I miracoli attribuiti nei secoli ai Sette Dormienti

Nel corso dei secoli, ai Sette Dormienti, sono stati attribuiti diversi miracoli. Uno ci arriva direttamente dal medioevo:

La cella dove giacevano i loro corpi si riempì di un tale profumo, come se tutti gli aromi di questa terra fossero stati sparsi in quel luogo. Lo stesso abate Aicardo pensava che non fossero morti, ma che fossero semplicemente sprofondati in un lungo sonno, poiché il loro volto era rimasto di color rosa e la loro carne era bianca come la neve. Per questo motivo, li disposero su dei seggi così come erano soliti sedere nella loro cella, e li sistemarono in maniera tale che potessero essere scorti da tutti e godessero della luce necessaria e fossero difesi dall’ingiuria delle intemperie.

Tutti coloro che venivano a visitarli potevano vedere i loro volti rosei che davano realmente la sensazione che stessero dormendo. Verso quel luogo, con qualsiasi tempo, si dirigevano torme di persone, e tutti coloro che erano ammalati, ritornavano guariti: lebbrosi, sordi, muti, e zoppi, tutti furono guariti dai loro mali. Dopo molto tempo furono seppelliti nella stessa cella o oratorio, con gli stessi abiti che indossavano, e per preservarli da qualsiasi attacco, o profanazione, vennero messe all’ingresso delle sbarre. Si narra (quest’episodio è riferito da Paolo Diacono, «Historia Langobardorum», libro 1, cap. IV) che siano rimasti in quel luogo per moltissimo tempo, immersi in un lungo sonno: integri non solo nei corpi, ma anche nelle vesti, diventando oggetto di venerazione. Ora, una volta che un tale spinto da cupidigia volle spogliarne uno, gli si seccarono le braccia: castigo che spaventò a sufficienza anche gli altri, tanto da scoraggiarli dal compiere ulteriori profanazioni.

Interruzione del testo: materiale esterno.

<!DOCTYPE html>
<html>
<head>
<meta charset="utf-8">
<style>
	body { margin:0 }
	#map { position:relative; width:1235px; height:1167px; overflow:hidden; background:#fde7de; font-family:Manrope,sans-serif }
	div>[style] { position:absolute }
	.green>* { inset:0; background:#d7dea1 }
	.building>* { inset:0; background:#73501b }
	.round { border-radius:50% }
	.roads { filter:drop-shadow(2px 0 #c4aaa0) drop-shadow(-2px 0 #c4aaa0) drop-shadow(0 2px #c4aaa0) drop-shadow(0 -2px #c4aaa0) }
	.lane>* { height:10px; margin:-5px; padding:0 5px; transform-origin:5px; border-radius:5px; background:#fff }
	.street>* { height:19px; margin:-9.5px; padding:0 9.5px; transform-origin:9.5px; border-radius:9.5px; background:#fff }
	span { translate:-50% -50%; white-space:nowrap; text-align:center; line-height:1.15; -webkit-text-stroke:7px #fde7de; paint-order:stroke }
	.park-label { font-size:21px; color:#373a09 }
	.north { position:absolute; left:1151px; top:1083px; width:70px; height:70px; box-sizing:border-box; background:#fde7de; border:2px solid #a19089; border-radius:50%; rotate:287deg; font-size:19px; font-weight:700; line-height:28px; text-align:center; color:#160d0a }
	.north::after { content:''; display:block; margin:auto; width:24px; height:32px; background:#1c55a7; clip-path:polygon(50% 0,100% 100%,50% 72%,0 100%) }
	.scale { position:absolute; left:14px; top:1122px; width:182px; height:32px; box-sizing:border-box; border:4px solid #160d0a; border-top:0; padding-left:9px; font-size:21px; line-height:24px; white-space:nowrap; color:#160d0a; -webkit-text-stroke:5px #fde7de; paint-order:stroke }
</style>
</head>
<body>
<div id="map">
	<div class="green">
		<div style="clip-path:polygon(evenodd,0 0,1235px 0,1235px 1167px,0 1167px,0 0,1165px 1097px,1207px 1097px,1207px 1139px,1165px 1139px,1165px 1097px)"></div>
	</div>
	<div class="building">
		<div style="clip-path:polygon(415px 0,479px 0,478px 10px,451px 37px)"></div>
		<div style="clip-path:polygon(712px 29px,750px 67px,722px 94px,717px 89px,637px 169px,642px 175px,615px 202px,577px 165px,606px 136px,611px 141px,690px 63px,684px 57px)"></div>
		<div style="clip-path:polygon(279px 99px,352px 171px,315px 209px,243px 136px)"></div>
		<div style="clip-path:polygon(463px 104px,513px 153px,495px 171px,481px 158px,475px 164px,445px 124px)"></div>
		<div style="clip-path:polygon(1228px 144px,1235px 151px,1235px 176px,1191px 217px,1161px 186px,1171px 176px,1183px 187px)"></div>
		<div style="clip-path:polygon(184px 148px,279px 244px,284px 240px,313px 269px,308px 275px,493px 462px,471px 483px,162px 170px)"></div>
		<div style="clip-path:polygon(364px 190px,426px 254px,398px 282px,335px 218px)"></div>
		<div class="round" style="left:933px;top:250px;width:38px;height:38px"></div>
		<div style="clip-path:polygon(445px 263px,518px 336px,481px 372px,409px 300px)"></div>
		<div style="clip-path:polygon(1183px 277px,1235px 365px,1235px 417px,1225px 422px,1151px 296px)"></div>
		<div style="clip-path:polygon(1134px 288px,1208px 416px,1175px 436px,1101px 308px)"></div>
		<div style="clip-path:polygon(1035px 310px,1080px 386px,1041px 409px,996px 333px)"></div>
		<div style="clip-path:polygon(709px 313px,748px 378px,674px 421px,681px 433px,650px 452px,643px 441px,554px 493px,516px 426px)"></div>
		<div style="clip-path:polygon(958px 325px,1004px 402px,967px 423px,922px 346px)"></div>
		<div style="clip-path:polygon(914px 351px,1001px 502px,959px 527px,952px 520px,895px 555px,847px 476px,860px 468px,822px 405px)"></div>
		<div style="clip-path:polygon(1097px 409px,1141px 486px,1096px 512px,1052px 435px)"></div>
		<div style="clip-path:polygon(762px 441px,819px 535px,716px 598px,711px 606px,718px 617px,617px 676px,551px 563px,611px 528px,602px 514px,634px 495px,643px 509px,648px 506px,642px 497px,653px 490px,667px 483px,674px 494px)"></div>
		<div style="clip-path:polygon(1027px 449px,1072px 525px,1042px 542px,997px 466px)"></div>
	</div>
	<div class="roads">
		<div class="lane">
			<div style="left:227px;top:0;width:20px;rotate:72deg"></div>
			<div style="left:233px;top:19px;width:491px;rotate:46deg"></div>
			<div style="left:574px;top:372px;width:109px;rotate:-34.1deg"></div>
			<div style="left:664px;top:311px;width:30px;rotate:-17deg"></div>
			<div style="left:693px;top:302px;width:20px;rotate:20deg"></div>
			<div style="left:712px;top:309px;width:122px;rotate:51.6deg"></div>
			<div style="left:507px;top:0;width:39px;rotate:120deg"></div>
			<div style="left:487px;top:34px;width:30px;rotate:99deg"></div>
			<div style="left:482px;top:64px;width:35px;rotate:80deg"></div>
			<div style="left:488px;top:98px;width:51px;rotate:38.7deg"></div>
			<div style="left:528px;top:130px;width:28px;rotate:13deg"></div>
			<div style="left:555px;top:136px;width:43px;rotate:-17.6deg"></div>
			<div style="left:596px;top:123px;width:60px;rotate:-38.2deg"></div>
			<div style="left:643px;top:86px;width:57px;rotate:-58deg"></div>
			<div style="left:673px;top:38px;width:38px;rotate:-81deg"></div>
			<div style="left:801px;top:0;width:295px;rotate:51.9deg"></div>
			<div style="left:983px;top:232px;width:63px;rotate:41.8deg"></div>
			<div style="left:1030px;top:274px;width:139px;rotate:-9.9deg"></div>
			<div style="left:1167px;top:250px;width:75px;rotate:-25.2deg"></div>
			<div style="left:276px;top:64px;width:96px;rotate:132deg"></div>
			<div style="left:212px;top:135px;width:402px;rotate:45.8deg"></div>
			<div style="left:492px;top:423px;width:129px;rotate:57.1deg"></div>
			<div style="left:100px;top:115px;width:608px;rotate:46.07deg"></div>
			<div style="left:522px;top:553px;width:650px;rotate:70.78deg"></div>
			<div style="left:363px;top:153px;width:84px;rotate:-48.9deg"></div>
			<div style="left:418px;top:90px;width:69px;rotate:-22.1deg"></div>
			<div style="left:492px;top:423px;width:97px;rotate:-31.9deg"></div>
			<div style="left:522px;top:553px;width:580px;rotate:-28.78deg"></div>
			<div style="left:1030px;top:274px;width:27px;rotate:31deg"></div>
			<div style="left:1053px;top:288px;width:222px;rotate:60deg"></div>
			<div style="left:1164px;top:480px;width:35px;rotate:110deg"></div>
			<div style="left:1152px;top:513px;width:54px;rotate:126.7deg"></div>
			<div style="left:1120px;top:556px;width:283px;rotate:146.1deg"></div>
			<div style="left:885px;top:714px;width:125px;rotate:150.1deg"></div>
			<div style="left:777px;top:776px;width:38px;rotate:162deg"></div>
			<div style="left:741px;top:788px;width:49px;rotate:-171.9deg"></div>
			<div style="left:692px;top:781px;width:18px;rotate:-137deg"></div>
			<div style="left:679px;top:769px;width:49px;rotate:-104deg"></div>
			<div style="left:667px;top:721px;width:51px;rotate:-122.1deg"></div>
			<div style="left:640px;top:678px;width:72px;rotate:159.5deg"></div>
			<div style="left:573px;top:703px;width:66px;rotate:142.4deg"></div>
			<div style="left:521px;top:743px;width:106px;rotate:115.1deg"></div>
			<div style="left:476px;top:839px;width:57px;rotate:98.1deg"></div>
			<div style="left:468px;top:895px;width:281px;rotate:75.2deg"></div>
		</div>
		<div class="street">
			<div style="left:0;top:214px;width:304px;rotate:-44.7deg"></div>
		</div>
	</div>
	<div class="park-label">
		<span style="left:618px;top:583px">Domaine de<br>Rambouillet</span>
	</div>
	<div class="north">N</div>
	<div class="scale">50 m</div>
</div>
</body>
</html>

La leggenda dei Sette Santi Dormienti

Nella cappella dei Santi Cosma e Damiano, è esposto in una bacheca di cristallo, il gruppo in creta dei Sette Santi Dormienti, vestiti da guerrieri romani con corazze in latta dorata, su tuniche rosse e gialle.

Narra la leggenda, ancora viva ad Angri e tramandata oralmente da padre in figlio, che, divenuti cristiani, per sfuggire alle persecuzioni di Diocleziano, si rifugiarono in una grotta, dove dormirono miracolosamente per alcuni secoli. Al loro risveglio, essendo mutata la lingua ed i costumi, furono condotti in cielo da un angelo.

Ancora oggi mostrano ai visitatori le monete con l’effigie dell’Imperatore, che non potettero spendere durante il lungo sonno miracoloso.